Description of the task:
Reproduce exactly, and only, the lines running from the start of the entries below to the line containing "function fill(path, color)".

(Saved entries)
▬▬▬▬▬▬▬▬▬▬
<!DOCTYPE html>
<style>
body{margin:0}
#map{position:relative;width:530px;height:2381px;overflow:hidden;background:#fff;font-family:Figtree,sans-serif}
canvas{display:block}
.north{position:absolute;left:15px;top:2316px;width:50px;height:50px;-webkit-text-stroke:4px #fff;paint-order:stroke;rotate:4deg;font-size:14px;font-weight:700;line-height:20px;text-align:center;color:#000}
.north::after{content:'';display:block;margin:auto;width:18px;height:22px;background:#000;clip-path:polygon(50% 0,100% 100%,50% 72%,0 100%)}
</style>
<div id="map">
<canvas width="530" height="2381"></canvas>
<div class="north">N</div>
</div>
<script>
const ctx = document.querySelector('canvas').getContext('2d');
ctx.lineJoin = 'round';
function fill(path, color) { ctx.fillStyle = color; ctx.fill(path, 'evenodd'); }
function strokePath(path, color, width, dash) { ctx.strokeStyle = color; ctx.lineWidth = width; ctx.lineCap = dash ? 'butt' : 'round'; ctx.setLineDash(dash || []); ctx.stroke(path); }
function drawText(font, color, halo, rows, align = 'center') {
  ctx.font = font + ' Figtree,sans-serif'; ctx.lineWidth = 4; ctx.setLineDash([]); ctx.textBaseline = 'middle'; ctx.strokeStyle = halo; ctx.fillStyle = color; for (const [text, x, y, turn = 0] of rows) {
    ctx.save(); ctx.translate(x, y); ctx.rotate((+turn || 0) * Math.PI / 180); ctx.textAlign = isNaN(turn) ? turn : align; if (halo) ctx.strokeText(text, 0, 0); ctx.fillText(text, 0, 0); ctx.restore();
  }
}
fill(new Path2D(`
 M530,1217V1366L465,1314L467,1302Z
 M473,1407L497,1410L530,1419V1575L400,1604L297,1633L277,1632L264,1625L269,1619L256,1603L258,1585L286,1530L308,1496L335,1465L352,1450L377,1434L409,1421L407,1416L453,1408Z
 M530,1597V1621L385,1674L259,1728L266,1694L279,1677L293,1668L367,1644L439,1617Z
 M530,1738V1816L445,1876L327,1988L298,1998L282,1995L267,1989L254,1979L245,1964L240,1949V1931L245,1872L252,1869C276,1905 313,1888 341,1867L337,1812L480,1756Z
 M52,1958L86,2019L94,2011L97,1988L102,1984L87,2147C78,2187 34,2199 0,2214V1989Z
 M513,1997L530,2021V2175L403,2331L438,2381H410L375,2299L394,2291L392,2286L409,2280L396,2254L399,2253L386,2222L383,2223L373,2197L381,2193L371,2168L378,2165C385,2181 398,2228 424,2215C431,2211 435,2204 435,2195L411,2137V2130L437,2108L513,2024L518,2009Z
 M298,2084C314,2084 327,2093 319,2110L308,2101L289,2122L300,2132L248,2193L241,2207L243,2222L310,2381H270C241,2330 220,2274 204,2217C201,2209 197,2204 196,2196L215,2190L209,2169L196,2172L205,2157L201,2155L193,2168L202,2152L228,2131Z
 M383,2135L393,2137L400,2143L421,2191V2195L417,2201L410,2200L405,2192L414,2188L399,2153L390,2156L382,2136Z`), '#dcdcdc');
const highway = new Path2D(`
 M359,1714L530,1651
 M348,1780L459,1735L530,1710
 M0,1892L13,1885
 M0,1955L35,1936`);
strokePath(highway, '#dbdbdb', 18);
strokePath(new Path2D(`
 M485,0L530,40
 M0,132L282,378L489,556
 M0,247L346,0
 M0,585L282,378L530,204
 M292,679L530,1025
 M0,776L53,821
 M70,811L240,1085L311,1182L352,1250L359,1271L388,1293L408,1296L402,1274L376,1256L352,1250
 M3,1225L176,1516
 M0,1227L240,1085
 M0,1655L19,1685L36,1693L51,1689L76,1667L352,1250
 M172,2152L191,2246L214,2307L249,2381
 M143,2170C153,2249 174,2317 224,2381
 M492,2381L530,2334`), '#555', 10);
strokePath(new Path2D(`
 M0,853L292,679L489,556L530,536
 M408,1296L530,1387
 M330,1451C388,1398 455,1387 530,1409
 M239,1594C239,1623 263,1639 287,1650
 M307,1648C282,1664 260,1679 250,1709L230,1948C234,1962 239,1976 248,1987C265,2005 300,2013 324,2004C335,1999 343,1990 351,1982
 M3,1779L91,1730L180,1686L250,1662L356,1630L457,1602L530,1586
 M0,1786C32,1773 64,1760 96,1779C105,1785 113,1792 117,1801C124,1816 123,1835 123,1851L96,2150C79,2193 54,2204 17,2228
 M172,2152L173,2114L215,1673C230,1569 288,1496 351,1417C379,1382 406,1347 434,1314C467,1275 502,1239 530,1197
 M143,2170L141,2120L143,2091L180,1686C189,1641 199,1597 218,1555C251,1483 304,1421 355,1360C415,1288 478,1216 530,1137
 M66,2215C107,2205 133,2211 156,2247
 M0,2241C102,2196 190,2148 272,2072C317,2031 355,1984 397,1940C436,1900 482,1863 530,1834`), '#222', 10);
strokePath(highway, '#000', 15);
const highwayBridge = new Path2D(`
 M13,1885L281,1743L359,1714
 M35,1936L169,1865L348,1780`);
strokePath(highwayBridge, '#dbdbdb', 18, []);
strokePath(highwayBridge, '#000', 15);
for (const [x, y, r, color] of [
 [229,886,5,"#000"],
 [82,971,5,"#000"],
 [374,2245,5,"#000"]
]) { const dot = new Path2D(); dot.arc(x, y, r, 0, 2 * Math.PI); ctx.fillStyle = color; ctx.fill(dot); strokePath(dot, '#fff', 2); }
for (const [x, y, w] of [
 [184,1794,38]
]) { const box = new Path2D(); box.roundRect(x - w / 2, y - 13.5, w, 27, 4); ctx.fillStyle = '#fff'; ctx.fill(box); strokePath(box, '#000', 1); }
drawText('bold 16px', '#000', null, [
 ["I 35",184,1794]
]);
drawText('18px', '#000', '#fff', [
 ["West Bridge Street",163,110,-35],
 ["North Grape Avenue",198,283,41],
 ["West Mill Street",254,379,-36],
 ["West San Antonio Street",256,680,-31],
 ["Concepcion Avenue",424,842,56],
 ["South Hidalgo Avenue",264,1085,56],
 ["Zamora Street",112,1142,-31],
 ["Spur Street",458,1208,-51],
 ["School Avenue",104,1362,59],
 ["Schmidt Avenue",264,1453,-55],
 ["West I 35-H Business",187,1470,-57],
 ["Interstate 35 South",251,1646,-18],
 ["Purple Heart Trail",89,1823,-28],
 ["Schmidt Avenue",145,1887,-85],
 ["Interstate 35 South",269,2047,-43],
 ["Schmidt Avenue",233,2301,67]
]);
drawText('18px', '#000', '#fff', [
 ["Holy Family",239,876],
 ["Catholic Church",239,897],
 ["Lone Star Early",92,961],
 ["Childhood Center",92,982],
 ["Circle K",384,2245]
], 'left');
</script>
▬▬▬▬▬▬▬▬▬▬
Response to this exercise:
<!DOCTYPE html>
<style>
body{margin:0}
#map{position:relative;width:530px;height:2381px;overflow:hidden;background:#fff;font-family:Figtree,sans-serif}
canvas{display:block}
.north{position:absolute;left:15px;top:2316px;width:50px;height:50px;-webkit-text-stroke:4px #fff;paint-order:stroke;rotate:4deg;font-size:14px;font-weight:700;line-height:20px;text-align:center;color:#000}
.north::after{content:'';display:block;margin:auto;width:18px;height:22px;background:#000;clip-path:polygon(50% 0,100% 100%,50% 72%,0 100%)}
</style>
<div id="map">
<canvas width="530" height="2381"></canvas>
<div class="north">N</div>
</div>
<script>
const ctx = document.querySelector('canvas').getContext('2d');
ctx.lineJoin = 'round';
function fill(path, color) { ctx.fillStyle = color; ctx.fill(path, 'evenodd'); }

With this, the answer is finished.